═════ Supplied data
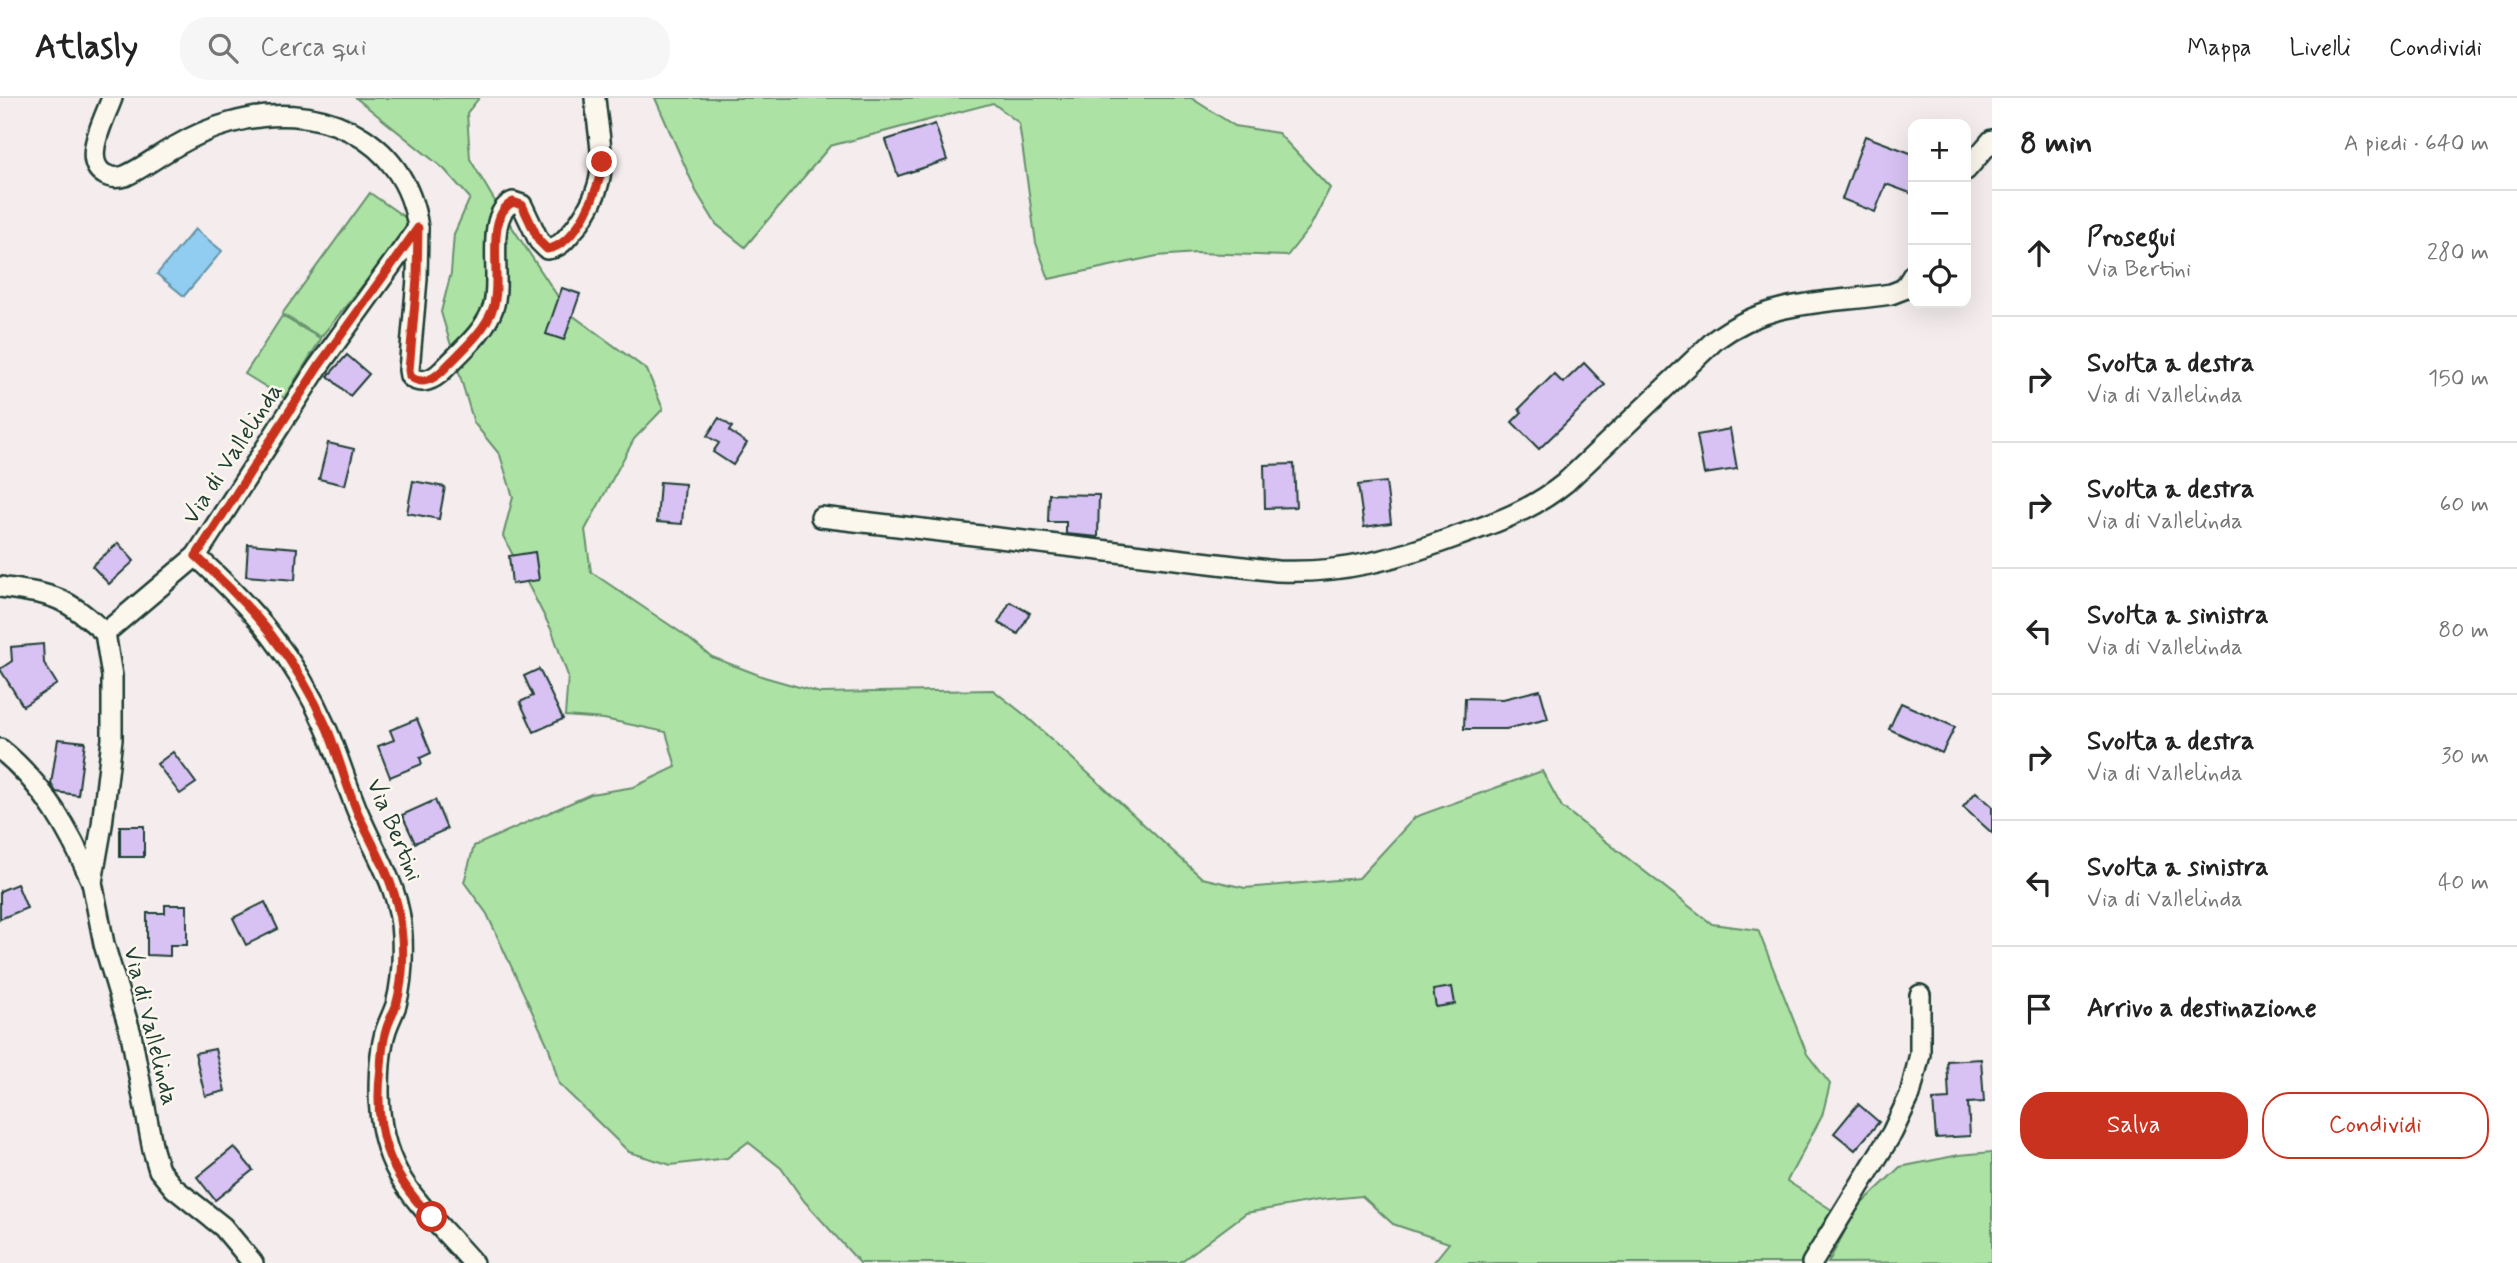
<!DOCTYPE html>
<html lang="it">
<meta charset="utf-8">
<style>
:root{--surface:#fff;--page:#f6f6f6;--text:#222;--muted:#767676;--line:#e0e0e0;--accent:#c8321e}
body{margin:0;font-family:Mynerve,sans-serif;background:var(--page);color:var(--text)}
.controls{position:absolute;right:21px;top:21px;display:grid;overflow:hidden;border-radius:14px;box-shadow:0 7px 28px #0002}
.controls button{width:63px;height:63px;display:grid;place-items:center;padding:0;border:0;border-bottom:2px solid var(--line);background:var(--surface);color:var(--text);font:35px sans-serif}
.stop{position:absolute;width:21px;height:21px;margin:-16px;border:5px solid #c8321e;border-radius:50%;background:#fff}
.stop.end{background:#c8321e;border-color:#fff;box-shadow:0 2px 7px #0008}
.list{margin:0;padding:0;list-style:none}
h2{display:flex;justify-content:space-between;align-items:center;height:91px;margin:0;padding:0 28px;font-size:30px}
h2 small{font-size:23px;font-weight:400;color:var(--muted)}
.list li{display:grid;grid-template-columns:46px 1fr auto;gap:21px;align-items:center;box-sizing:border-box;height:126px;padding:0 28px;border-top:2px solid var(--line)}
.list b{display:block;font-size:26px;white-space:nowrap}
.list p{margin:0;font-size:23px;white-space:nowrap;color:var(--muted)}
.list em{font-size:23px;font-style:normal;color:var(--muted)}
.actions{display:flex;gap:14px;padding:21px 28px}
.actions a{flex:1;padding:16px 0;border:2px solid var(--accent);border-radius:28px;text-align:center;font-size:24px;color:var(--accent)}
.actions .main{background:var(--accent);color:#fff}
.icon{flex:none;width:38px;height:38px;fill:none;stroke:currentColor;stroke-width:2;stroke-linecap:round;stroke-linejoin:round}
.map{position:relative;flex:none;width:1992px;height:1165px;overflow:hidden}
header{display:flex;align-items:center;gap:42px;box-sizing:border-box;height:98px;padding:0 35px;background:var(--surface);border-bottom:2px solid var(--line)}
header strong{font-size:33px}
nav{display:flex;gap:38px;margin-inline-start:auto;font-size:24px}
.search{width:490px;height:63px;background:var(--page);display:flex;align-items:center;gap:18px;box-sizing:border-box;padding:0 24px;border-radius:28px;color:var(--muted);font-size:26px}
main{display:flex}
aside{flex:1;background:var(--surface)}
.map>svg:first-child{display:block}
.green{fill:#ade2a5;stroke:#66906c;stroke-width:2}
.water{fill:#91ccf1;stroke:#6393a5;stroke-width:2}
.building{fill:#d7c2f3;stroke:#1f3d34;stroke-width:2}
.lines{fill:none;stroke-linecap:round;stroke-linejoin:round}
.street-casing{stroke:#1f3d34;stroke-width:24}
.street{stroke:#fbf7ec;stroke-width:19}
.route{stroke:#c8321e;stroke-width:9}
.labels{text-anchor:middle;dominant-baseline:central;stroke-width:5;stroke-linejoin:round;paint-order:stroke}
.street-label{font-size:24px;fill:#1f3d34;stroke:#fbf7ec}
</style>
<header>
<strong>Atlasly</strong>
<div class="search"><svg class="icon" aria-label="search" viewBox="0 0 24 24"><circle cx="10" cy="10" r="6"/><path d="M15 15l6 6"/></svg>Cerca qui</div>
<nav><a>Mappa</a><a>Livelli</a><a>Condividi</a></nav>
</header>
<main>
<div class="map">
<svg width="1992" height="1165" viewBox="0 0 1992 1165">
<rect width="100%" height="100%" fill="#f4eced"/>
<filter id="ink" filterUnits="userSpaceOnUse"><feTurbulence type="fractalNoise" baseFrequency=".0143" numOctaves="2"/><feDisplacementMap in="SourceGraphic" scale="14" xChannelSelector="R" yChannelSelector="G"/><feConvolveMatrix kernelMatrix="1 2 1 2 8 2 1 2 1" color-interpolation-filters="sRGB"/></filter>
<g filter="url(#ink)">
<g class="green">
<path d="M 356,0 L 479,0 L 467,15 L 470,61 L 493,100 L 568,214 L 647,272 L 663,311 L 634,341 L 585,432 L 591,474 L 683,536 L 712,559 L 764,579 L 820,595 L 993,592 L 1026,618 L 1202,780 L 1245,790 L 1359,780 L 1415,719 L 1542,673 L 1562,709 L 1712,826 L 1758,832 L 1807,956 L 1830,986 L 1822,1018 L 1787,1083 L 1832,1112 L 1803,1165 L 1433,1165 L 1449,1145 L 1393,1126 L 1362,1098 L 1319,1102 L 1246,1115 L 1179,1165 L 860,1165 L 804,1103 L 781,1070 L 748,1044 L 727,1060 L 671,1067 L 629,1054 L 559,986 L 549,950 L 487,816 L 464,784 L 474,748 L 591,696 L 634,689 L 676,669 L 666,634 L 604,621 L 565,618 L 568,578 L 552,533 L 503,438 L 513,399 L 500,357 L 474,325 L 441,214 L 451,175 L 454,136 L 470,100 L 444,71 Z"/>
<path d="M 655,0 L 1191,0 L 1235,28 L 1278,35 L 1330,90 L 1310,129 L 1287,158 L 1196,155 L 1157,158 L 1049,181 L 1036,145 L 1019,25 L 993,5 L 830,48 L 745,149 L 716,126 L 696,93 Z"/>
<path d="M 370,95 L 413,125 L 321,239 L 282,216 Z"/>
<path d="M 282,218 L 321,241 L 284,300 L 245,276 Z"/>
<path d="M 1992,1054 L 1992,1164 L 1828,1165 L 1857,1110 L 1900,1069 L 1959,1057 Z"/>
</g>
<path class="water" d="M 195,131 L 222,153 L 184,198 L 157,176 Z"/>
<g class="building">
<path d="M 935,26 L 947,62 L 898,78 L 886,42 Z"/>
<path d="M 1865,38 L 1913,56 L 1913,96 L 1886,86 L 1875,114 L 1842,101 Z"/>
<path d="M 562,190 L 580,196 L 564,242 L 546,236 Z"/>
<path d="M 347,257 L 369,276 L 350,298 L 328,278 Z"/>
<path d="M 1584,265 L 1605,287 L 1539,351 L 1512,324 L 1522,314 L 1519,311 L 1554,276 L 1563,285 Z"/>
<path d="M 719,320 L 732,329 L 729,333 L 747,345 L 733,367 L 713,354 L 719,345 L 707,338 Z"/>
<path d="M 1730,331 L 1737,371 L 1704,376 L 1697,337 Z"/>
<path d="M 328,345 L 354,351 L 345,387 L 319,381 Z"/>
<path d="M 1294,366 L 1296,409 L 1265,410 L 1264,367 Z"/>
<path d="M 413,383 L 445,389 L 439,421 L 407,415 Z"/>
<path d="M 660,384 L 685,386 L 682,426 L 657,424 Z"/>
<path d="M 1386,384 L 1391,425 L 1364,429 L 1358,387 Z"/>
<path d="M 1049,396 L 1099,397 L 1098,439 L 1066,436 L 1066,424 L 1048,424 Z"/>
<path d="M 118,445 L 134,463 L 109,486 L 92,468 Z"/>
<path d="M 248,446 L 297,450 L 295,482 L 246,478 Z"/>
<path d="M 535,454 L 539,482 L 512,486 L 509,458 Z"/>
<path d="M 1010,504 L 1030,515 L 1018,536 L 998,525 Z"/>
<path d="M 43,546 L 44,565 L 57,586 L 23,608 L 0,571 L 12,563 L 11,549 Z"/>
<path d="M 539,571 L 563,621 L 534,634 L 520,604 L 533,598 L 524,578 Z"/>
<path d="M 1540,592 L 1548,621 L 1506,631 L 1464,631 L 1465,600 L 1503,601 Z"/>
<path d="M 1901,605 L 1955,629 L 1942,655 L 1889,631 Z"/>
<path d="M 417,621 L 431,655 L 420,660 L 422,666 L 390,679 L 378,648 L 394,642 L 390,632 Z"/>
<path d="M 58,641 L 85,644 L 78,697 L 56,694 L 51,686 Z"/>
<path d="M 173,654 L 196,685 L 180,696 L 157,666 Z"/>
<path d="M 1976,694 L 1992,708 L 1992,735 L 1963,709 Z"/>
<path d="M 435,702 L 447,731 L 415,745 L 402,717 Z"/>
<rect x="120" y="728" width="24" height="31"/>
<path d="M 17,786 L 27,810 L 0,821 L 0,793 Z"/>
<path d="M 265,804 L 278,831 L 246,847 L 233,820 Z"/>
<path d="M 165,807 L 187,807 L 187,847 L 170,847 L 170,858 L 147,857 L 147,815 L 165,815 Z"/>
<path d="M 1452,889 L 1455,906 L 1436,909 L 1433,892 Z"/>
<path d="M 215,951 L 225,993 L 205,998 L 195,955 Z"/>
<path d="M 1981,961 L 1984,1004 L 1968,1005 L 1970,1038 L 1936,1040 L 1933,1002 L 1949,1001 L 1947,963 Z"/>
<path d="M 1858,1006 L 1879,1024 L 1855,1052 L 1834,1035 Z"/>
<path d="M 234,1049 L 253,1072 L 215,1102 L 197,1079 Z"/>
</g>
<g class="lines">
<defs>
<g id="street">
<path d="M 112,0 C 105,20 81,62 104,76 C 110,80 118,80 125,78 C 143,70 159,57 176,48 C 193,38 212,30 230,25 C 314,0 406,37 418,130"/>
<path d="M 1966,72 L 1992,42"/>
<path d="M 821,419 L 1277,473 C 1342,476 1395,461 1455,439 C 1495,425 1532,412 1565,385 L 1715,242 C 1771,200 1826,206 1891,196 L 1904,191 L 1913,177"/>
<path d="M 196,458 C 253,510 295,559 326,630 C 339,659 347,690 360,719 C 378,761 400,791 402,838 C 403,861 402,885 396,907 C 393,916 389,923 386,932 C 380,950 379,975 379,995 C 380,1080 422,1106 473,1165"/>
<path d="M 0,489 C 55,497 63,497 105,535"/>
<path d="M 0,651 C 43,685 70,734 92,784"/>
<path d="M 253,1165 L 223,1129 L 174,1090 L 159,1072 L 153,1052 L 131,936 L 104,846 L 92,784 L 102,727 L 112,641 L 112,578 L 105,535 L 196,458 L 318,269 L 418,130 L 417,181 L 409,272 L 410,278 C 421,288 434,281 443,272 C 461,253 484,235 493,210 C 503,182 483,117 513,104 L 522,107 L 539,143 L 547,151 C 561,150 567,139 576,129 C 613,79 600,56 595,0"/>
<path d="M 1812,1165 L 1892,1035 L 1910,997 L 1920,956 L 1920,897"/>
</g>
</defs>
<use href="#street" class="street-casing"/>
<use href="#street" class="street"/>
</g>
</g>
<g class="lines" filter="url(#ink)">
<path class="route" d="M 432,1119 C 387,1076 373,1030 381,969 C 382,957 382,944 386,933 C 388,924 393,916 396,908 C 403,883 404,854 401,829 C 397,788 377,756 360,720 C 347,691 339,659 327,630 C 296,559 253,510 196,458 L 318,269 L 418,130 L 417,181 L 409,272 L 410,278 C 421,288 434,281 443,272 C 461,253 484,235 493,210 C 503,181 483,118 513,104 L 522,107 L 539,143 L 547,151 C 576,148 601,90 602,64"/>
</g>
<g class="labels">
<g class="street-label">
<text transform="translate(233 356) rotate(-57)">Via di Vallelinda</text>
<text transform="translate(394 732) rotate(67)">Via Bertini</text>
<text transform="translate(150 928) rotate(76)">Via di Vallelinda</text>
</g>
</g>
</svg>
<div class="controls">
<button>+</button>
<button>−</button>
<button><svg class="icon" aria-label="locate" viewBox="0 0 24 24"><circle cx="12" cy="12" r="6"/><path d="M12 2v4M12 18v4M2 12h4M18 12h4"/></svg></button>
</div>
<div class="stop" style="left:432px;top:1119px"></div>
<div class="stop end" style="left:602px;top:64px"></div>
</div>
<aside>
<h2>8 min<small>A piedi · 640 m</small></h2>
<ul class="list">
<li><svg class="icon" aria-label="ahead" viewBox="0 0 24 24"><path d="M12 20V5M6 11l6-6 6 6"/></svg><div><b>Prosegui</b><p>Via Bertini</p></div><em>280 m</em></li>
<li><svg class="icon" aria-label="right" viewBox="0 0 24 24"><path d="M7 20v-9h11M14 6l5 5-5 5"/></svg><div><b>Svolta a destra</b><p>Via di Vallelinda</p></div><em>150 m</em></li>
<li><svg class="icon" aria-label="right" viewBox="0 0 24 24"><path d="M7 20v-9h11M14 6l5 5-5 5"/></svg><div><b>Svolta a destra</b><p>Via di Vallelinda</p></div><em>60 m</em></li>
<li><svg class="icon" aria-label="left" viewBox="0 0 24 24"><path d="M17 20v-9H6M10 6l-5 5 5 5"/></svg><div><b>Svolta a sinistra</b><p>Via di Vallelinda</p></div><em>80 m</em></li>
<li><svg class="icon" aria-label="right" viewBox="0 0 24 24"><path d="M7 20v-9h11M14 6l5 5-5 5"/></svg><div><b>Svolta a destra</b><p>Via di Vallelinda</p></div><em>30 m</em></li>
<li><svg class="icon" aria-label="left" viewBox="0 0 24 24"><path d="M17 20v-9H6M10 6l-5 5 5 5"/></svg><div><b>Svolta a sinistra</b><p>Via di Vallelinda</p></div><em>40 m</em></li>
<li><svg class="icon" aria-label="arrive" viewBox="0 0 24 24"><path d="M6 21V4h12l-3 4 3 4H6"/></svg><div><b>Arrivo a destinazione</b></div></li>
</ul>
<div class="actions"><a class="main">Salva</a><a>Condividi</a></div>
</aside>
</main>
══════════
Problem statement:
Which lines run from the one containing "20V5M6 11l6-6 6" to the final line of the entries? Return those lines exactly, and only those.

Solution for this exercise:
<li><svg class="icon" aria-label="ahead" viewBox="0 0 24 24"><path d="M12 20V5M6 11l6-6 6 6"/></svg><div><b>Prosegui</b><p>Via Bertini</p></div><em>280 m</em></li>
<li><svg class="icon" aria-label="right" viewBox="0 0 24 24"><path d="M7 20v-9h11M14 6l5 5-5 5"/></svg><div><b>Svolta a destra</b><p>Via di Vallelinda</p></div><em>150 m</em></li>
<li><svg class="icon" aria-label="right" viewBox="0 0 24 24"><path d="M7 20v-9h11M14 6l5 5-5 5"/></svg><div><b>Svolta a destra</b><p>Via di Vallelinda</p></div><em>60 m</em></li>
<li><svg class="icon" aria-label="left" viewBox="0 0 24 24"><path d="M17 20v-9H6M10 6l-5 5 5 5"/></svg><div><b>Svolta a sinistra</b><p>Via di Vallelinda</p></div><em>80 m</em></li>
<li><svg class="icon" aria-label="right" viewBox="0 0 24 24"><path d="M7 20v-9h11M14 6l5 5-5 5"/></svg><div><b>Svolta a destra</b><p>Via di Vallelinda</p></div><em>30 m</em></li>
<li><svg class="icon" aria-label="left" viewBox="0 0 24 24"><path d="M17 20v-9H6M10 6l-5 5 5 5"/></svg><div><b>Svolta a sinistra</b><p>Via di Vallelinda</p></div><em>40 m</em></li>
<li><svg class="icon" aria-label="arrive" viewBox="0 0 24 24"><path d="M6 21V4h12l-3 4 3 4H6"/></svg><div><b>Arrivo a destinazione</b></div></li>
</ul>
<div class="actions"><a class="main">Salva</a><a>Condividi</a></div>
</aside>
</main>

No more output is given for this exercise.